# How to complete this task:
If a line below contains the string "serif", return that line.

** Exercise input follows **

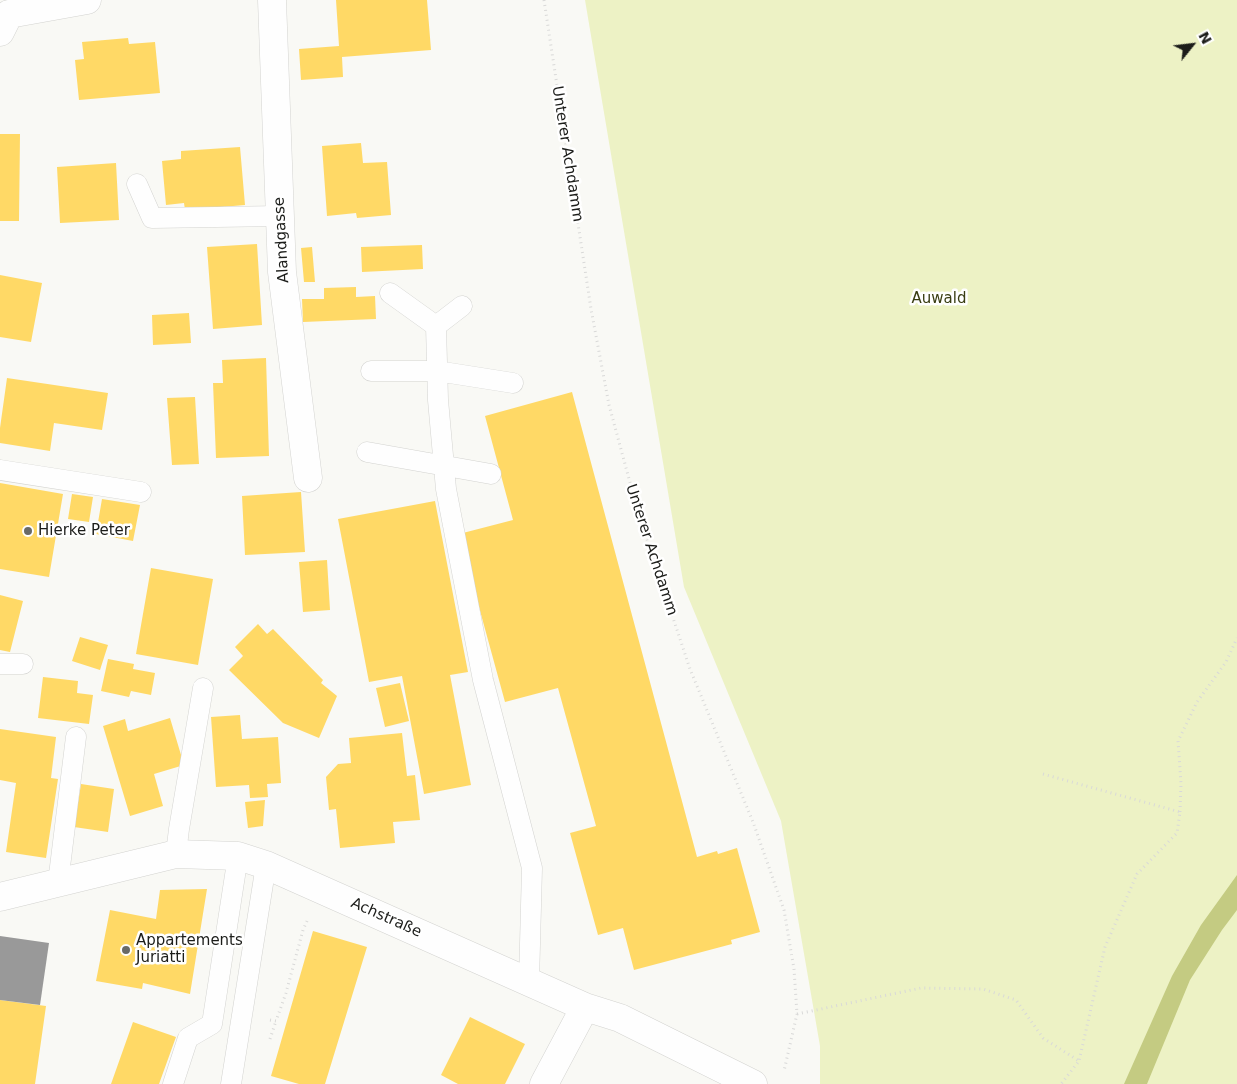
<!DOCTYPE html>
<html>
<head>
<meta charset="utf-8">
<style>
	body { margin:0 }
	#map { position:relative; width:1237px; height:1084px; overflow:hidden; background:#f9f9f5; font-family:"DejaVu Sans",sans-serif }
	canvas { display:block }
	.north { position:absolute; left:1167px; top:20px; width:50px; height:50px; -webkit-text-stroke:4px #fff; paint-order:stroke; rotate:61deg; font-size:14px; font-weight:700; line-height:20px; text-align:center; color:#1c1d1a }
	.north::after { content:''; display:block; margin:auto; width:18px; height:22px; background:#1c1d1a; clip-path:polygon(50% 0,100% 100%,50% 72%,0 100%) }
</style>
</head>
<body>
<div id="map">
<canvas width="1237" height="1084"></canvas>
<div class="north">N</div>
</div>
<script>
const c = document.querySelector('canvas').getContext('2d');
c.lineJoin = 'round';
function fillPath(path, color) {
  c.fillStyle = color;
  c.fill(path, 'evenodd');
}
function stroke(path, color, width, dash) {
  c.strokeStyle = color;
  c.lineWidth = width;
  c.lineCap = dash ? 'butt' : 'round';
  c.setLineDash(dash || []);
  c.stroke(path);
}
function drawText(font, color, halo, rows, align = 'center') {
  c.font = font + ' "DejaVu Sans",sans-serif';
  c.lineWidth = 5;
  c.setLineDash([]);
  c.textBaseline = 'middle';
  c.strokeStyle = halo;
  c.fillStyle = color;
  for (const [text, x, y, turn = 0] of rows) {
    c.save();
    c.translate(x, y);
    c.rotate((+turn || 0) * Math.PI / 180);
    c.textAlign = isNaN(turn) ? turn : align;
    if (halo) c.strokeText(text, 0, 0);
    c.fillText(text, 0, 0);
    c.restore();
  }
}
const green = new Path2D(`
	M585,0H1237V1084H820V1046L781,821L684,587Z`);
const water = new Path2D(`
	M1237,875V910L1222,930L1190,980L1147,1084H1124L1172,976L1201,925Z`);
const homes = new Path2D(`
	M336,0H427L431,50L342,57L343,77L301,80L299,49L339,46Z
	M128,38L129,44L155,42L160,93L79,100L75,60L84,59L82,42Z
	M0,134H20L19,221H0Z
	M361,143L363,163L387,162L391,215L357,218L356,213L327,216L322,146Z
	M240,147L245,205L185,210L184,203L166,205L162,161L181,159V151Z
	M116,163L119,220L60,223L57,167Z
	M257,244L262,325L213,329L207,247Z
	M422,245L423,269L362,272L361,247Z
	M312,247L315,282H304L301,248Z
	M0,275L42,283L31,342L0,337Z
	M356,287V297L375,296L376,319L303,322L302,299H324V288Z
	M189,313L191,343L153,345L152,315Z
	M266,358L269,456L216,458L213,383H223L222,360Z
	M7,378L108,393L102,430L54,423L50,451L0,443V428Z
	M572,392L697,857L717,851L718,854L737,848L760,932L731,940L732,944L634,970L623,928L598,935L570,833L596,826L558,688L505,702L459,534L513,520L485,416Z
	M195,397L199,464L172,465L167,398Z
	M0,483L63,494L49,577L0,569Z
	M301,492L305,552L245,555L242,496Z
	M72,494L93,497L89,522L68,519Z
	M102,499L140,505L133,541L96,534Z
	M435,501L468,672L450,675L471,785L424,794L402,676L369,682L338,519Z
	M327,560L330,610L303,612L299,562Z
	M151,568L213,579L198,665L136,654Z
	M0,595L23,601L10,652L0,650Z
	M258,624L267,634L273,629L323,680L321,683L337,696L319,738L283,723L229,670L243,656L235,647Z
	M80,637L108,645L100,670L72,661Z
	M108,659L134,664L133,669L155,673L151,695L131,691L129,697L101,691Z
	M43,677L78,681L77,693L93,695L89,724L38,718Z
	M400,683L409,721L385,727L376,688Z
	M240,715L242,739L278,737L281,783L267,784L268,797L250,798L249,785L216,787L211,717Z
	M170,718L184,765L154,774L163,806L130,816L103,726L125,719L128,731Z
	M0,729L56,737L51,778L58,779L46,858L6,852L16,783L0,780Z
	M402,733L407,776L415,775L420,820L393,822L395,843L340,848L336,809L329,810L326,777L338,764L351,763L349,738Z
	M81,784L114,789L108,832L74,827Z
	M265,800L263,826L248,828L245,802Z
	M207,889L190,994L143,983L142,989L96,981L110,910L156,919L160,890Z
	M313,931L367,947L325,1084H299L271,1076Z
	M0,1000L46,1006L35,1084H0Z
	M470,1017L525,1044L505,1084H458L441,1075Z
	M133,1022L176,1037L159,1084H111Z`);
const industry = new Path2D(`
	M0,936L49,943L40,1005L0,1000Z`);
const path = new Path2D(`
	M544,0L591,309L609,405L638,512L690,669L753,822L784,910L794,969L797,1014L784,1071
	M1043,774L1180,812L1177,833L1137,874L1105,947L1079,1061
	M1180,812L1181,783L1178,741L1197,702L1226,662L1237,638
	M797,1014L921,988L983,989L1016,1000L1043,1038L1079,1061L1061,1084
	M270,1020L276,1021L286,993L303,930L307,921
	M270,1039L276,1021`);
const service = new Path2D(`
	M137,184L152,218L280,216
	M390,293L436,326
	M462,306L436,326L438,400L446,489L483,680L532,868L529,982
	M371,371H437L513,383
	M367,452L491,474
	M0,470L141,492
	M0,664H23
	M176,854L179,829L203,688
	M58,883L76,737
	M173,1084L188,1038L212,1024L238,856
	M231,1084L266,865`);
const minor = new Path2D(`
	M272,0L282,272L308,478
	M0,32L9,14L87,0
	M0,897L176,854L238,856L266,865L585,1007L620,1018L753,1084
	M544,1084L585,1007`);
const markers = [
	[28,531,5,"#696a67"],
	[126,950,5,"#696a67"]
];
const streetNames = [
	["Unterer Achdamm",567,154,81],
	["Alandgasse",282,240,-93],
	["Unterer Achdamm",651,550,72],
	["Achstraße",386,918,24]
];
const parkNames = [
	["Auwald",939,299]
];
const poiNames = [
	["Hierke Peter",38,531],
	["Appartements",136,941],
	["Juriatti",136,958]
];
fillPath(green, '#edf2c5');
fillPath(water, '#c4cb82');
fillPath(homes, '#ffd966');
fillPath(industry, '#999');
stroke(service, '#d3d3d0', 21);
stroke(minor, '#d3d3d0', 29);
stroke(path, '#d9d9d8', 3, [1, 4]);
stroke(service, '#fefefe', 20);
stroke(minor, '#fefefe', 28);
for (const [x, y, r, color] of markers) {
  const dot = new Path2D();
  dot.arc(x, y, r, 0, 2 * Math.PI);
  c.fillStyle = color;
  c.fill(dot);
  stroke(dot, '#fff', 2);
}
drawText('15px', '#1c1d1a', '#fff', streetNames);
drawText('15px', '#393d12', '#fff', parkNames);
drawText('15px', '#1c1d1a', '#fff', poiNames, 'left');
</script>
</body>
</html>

** End of Exercise input **
** Exercise input follows **

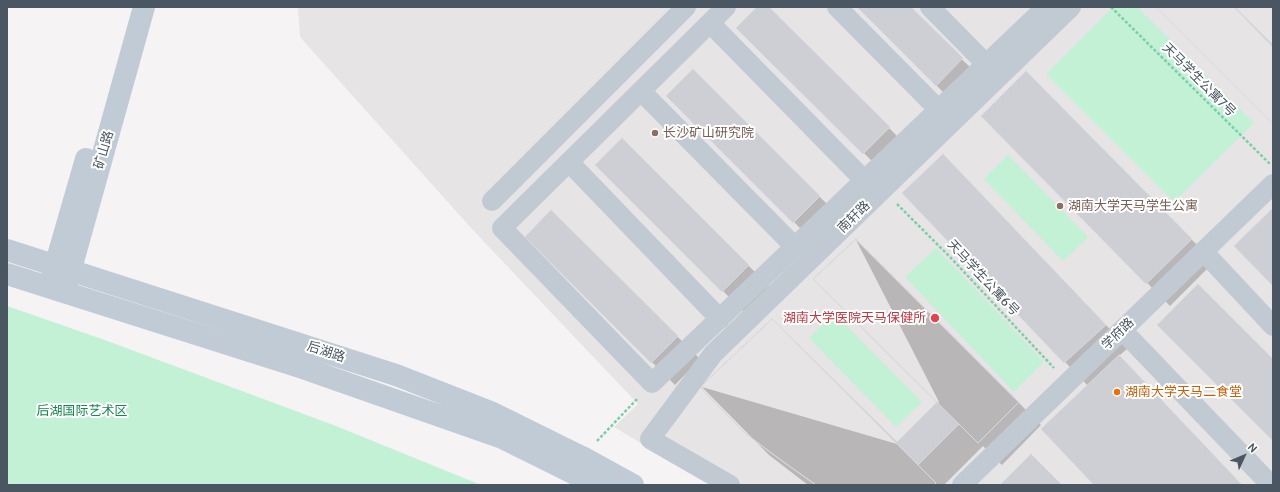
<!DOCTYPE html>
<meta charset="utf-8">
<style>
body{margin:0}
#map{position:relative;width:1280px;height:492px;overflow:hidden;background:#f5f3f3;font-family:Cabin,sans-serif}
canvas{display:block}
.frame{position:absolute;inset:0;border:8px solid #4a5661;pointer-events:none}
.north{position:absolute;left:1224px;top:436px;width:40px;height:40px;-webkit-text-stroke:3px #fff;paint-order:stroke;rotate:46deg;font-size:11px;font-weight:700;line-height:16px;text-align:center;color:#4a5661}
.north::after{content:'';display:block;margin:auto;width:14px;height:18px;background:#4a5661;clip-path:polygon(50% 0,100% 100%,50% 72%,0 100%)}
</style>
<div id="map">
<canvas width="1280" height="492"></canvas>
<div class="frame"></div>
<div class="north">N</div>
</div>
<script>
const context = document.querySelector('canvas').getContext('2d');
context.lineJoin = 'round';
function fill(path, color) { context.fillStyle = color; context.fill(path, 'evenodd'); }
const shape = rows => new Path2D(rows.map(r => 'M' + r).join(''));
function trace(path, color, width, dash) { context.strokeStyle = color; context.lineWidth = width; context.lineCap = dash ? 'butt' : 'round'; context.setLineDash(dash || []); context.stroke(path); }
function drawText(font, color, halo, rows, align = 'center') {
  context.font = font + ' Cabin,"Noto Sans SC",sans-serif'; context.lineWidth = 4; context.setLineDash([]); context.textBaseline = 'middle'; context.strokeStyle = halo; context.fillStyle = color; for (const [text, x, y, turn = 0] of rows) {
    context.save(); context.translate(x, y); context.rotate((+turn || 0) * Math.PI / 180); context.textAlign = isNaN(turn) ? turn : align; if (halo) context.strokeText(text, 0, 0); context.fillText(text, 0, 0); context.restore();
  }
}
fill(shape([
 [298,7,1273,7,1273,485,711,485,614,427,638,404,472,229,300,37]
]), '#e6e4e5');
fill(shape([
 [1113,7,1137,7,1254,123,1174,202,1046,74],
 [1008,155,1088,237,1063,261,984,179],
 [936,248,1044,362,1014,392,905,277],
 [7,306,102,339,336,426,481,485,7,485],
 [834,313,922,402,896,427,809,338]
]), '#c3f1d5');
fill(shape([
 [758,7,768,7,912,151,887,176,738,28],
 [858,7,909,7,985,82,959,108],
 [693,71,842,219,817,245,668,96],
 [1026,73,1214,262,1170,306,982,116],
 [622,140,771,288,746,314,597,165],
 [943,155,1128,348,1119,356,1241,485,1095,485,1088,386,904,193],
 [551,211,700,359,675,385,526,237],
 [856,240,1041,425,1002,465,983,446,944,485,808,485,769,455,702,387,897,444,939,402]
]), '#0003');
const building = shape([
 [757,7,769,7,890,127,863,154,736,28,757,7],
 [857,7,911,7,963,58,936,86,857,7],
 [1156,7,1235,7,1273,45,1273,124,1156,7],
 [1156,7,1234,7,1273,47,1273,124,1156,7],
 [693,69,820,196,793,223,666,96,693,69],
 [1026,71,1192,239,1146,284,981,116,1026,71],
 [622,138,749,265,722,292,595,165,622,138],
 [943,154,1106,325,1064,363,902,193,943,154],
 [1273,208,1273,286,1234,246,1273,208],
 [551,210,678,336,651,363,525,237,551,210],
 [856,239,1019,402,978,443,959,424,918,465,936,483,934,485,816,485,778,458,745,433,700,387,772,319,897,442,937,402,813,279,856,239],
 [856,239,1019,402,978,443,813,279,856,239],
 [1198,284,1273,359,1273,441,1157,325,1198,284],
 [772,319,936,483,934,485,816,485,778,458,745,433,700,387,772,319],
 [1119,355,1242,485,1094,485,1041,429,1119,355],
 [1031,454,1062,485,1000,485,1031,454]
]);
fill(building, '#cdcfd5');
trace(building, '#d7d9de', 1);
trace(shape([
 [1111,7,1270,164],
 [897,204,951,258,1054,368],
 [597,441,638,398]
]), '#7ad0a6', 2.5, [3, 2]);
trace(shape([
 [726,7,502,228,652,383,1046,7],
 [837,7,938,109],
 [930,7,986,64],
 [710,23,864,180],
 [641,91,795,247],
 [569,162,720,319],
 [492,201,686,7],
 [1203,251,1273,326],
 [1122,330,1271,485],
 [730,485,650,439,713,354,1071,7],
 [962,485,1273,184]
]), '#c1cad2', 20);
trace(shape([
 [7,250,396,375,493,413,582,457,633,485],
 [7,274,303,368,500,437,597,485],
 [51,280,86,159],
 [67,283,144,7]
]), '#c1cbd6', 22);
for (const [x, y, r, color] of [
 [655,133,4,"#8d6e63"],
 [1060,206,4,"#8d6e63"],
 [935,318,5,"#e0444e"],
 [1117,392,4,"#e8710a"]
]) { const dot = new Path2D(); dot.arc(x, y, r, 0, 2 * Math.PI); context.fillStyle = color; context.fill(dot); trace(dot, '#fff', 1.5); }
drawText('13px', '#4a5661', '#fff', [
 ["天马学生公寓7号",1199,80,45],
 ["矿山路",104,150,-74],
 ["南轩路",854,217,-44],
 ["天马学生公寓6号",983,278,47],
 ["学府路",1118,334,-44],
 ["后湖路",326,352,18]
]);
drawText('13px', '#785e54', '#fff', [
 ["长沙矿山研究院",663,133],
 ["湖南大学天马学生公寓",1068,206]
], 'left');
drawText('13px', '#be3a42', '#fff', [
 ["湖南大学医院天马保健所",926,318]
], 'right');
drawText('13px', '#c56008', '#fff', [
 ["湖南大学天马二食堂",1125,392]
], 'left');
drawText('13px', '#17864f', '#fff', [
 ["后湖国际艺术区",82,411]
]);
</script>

** End of Exercise input **

# Answer:
	#map { position:relative; width:1237px; height:1084px; overflow:hidden; background:#f9f9f5; font-family:"DejaVu Sans",sans-serif }
  c.font = font + ' "DejaVu Sans",sans-serif';
#map{position:relative;width:1280px;height:492px;overflow:hidden;background:#f5f3f3;font-family:Cabin,sans-serif}
  context.font = font + ' Cabin,"Noto Sans SC",sans-serif'; context.lineWidth = 4; context.setLineDash([]); context.textBaseline = 'middle'; context.strokeStyle = halo; context.fillStyle = color; for (const [text, x, y, turn = 0] of rows) {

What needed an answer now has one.